Start of Source material
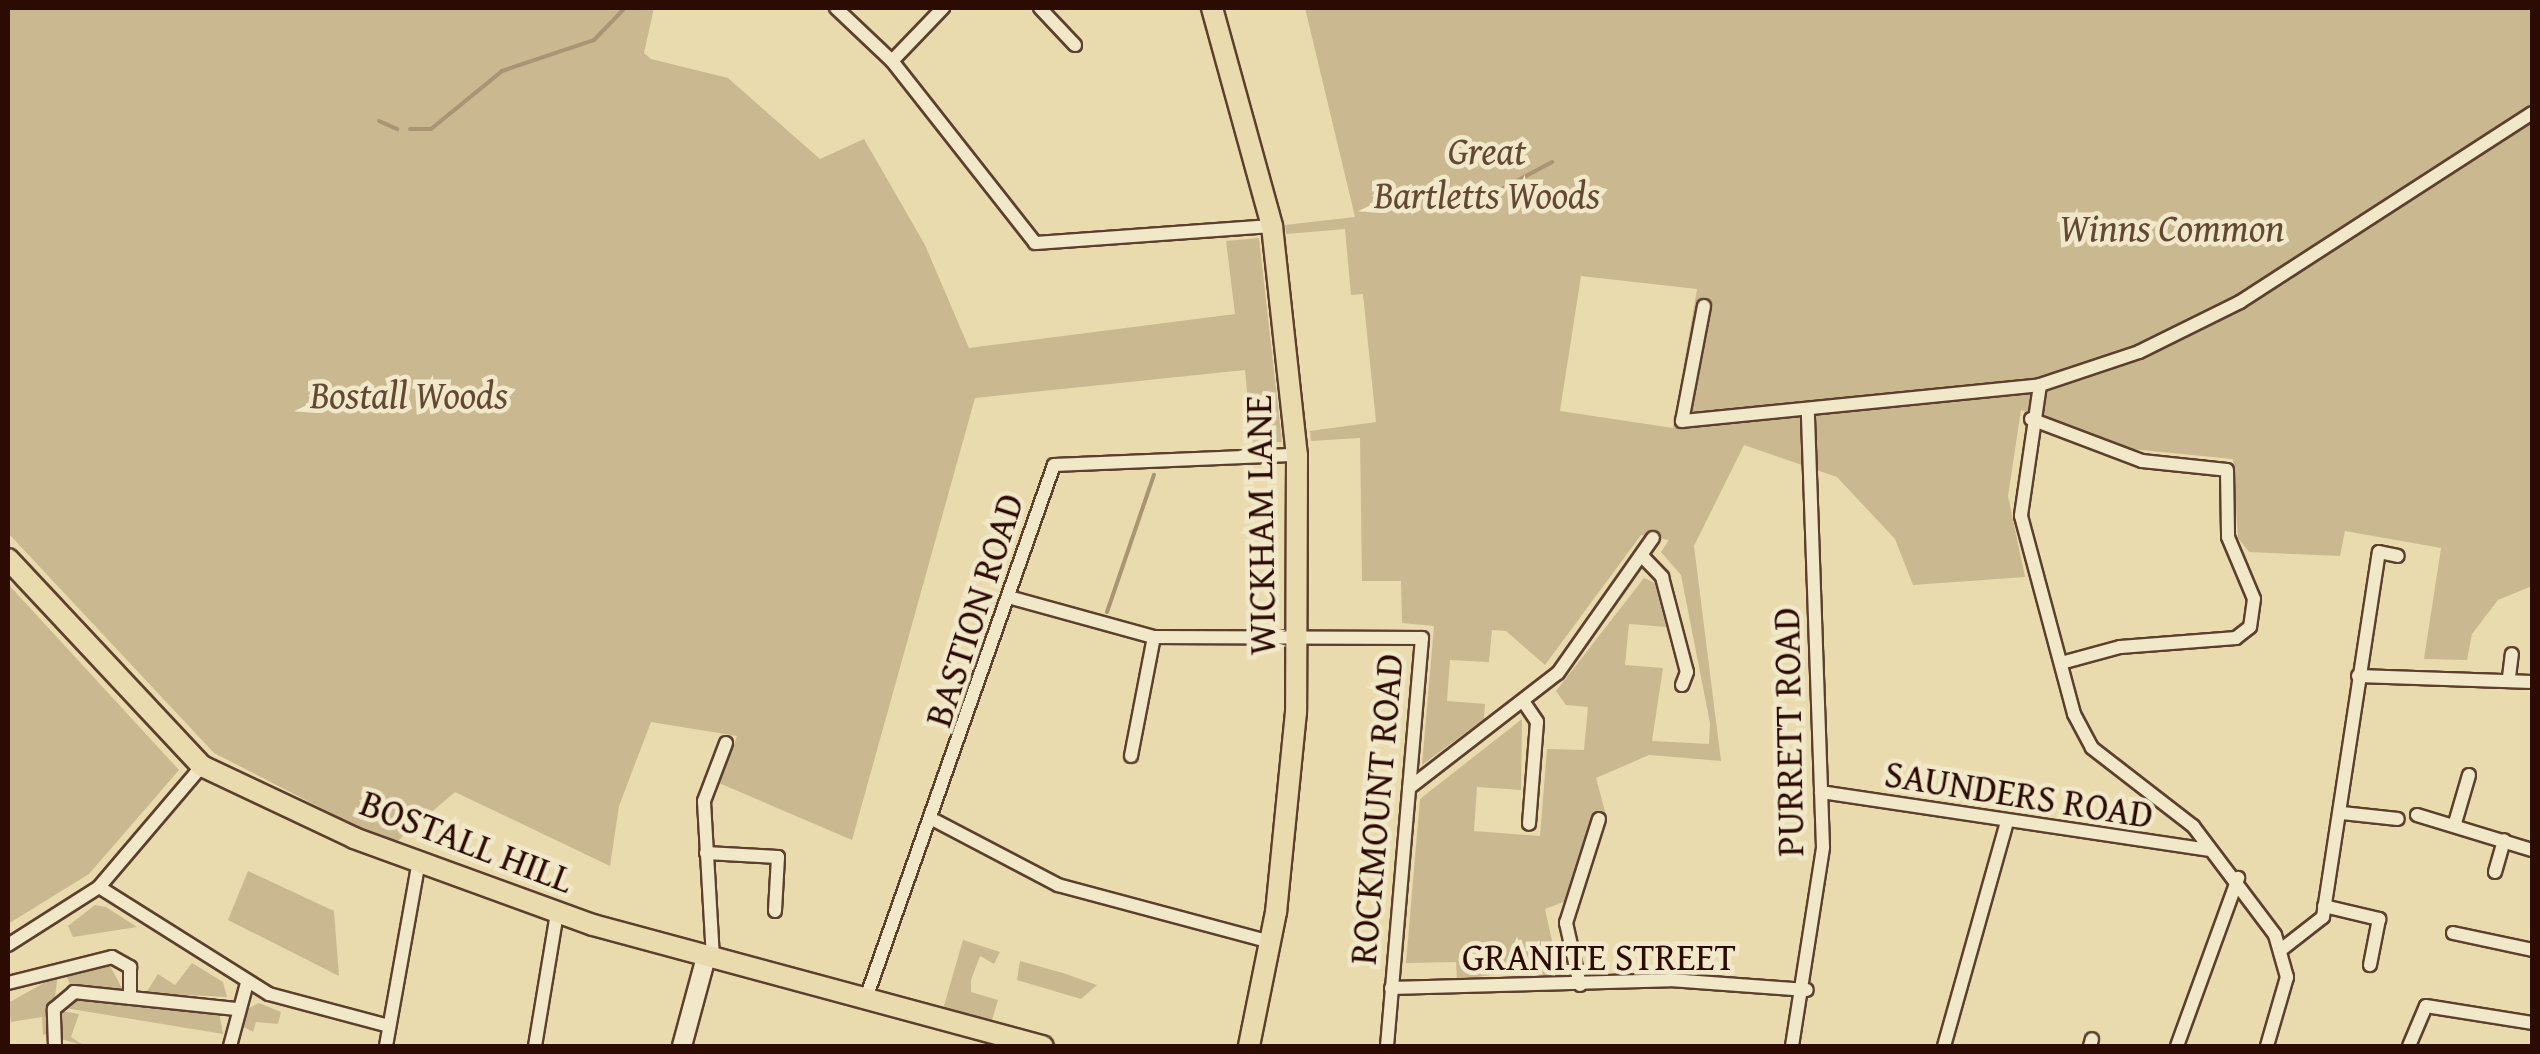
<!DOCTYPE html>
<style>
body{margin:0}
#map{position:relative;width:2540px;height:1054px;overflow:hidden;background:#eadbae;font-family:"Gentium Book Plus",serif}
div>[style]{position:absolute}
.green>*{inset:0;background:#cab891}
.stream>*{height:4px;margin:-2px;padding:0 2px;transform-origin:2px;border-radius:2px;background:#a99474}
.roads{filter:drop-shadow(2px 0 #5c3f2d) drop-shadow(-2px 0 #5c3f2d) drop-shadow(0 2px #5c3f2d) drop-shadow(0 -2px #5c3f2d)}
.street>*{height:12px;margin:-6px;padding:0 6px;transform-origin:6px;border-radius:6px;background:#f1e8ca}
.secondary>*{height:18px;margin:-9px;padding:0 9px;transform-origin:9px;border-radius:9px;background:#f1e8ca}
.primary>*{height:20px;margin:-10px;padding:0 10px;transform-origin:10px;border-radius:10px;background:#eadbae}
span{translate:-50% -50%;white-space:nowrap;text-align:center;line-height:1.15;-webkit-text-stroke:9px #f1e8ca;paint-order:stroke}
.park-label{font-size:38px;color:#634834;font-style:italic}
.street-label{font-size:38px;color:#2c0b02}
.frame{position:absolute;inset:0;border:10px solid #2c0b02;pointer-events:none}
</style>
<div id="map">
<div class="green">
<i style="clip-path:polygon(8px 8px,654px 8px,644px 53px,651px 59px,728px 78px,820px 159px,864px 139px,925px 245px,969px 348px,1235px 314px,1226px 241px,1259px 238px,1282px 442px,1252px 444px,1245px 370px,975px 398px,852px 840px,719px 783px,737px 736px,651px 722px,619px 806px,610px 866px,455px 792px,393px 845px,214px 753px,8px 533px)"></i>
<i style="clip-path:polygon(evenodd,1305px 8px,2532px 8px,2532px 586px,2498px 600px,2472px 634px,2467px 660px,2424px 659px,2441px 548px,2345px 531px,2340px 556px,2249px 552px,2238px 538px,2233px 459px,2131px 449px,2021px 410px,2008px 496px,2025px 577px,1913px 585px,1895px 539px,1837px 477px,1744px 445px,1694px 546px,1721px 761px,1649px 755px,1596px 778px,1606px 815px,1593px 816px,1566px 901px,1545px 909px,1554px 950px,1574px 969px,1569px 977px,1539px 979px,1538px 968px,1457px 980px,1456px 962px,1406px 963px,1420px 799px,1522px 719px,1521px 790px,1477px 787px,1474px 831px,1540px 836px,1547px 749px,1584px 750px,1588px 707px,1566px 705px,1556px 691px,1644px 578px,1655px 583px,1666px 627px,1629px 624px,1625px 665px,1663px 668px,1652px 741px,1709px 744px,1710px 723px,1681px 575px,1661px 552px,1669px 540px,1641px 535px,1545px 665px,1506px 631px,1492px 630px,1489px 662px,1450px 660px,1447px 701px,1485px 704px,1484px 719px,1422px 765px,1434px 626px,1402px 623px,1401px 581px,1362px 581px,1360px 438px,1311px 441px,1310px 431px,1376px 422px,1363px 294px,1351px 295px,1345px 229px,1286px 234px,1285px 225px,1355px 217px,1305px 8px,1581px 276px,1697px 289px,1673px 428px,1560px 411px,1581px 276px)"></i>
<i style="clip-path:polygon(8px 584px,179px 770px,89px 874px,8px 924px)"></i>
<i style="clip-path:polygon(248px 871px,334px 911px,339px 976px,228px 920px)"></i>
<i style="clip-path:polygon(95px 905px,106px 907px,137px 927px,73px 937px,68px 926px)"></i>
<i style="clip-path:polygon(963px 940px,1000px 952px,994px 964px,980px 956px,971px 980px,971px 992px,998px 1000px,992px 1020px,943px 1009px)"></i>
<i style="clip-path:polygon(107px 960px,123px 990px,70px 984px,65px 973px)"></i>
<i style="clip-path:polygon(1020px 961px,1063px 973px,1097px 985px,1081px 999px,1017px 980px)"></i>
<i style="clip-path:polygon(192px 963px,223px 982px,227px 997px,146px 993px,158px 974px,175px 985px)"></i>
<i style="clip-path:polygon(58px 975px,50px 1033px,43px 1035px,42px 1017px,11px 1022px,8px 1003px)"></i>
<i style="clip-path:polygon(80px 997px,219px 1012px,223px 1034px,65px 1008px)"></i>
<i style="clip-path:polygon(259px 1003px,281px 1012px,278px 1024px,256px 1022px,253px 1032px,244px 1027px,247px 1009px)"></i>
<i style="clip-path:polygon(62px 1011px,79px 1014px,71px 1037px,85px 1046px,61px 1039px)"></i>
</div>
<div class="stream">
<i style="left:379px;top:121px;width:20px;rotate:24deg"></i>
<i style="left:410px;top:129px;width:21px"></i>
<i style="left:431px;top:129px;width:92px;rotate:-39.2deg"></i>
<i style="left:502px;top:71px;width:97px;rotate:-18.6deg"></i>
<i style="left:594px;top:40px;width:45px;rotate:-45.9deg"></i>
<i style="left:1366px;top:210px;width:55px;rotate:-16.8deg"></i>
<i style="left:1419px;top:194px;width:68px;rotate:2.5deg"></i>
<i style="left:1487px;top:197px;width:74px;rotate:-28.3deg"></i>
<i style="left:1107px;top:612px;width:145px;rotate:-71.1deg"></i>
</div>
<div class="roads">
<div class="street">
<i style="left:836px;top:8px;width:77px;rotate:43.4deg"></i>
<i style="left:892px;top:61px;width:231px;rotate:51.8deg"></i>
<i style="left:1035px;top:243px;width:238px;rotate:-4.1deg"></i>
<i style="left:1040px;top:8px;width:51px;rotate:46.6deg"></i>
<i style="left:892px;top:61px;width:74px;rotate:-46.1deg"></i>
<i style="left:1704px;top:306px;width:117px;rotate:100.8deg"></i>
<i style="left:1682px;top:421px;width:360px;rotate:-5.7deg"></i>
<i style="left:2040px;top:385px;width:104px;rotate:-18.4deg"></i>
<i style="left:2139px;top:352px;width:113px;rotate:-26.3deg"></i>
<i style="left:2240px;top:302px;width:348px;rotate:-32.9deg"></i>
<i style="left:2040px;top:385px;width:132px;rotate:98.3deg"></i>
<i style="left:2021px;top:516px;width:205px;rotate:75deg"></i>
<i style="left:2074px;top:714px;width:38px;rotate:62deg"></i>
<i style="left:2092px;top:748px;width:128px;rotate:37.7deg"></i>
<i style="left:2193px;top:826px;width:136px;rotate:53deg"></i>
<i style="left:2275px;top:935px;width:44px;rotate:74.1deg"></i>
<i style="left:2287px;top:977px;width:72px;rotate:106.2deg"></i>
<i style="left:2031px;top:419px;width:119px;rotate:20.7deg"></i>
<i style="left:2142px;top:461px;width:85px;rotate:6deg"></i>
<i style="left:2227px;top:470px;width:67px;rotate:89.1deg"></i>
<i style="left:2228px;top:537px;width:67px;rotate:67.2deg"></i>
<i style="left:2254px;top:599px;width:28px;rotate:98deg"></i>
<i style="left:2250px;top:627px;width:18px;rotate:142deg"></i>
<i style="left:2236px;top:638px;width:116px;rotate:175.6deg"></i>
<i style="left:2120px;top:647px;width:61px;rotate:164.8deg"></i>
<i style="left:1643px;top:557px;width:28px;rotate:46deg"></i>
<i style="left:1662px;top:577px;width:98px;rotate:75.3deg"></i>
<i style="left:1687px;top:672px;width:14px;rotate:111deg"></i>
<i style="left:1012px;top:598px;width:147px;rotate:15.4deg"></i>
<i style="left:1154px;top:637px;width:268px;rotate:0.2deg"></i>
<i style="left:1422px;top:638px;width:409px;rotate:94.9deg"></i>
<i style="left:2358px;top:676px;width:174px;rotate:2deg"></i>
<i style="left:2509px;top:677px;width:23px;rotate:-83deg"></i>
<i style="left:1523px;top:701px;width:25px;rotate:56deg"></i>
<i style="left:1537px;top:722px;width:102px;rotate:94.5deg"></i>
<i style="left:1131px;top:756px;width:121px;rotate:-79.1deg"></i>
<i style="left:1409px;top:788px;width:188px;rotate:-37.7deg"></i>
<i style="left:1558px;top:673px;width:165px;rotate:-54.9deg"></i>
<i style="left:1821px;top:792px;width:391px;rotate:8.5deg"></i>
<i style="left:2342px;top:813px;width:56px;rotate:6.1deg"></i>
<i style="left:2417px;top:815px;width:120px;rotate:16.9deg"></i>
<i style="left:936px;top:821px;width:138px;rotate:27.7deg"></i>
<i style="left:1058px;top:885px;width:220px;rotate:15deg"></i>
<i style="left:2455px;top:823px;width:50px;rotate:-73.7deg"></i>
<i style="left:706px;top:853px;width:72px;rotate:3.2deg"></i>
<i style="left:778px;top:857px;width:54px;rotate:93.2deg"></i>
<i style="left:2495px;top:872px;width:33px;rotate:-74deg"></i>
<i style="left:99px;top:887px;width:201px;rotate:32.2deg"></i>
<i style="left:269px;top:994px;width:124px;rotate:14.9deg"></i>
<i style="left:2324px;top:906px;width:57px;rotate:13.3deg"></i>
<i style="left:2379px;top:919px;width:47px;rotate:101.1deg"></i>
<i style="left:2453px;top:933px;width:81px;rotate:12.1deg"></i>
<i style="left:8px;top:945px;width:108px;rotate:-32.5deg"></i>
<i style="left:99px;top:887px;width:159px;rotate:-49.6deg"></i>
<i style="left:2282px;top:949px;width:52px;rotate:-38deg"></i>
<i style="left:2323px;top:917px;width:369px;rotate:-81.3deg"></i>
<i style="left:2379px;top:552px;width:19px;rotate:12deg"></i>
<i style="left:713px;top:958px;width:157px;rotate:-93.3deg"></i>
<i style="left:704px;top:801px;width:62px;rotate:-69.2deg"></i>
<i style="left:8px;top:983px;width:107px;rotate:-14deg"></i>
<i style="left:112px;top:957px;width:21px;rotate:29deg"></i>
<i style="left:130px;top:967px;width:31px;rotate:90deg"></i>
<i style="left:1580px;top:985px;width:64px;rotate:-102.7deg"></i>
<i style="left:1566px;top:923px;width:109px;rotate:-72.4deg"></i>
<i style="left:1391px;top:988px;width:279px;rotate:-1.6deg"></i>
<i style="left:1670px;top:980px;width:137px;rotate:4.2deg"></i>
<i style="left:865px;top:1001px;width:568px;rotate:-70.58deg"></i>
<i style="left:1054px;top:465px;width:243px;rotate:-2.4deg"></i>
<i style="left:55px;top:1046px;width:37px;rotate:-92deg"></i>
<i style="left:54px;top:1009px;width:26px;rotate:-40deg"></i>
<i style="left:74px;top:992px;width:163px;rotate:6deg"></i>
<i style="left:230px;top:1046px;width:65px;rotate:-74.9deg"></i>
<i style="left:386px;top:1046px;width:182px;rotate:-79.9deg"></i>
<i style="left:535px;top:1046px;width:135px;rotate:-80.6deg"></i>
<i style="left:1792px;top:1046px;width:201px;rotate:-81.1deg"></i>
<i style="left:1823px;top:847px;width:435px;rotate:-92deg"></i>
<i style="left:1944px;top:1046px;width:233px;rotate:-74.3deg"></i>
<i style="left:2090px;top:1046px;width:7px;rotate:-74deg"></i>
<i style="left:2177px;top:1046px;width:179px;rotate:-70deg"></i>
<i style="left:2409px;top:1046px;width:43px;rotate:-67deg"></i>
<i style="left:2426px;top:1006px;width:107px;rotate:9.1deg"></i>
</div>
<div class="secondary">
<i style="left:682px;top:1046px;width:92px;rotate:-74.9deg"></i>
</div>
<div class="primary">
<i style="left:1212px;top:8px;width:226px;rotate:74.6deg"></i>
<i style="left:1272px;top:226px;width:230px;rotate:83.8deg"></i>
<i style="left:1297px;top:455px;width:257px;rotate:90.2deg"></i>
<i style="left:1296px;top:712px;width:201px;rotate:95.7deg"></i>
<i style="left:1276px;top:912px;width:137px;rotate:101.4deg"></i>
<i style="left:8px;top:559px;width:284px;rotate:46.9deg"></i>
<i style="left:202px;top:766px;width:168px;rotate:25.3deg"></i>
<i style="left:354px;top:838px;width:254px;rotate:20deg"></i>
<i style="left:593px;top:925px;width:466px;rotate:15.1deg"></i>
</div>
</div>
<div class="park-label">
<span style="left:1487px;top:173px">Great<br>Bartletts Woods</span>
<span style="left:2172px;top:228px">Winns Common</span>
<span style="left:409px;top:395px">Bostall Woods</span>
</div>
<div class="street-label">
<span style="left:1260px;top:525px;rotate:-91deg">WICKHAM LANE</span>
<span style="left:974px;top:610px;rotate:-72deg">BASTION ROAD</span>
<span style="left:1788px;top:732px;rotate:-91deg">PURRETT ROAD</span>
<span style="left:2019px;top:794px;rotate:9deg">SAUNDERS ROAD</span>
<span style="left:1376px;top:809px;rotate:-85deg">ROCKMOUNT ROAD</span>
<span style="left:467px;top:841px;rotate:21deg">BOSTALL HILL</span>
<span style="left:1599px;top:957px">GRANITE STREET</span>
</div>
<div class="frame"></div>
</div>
End of Source material
Print, exactly as written, the lines above from the first one to the one containing "0 #5c3f2d) drop-shadow(-2px". Leave out pictures.

<!DOCTYPE html>
<style>
body{margin:0}
#map{position:relative;width:2540px;height:1054px;overflow:hidden;background:#eadbae;font-family:"Gentium Book Plus",serif}
div>[style]{position:absolute}
.green>*{inset:0;background:#cab891}
.stream>*{height:4px;margin:-2px;padding:0 2px;transform-origin:2px;border-radius:2px;background:#a99474}
.roads{filter:drop-shadow(2px 0 #5c3f2d) drop-shadow(-2px 0 #5c3f2d) drop-shadow(0 2px #5c3f2d) drop-shadow(0 -2px #5c3f2d)}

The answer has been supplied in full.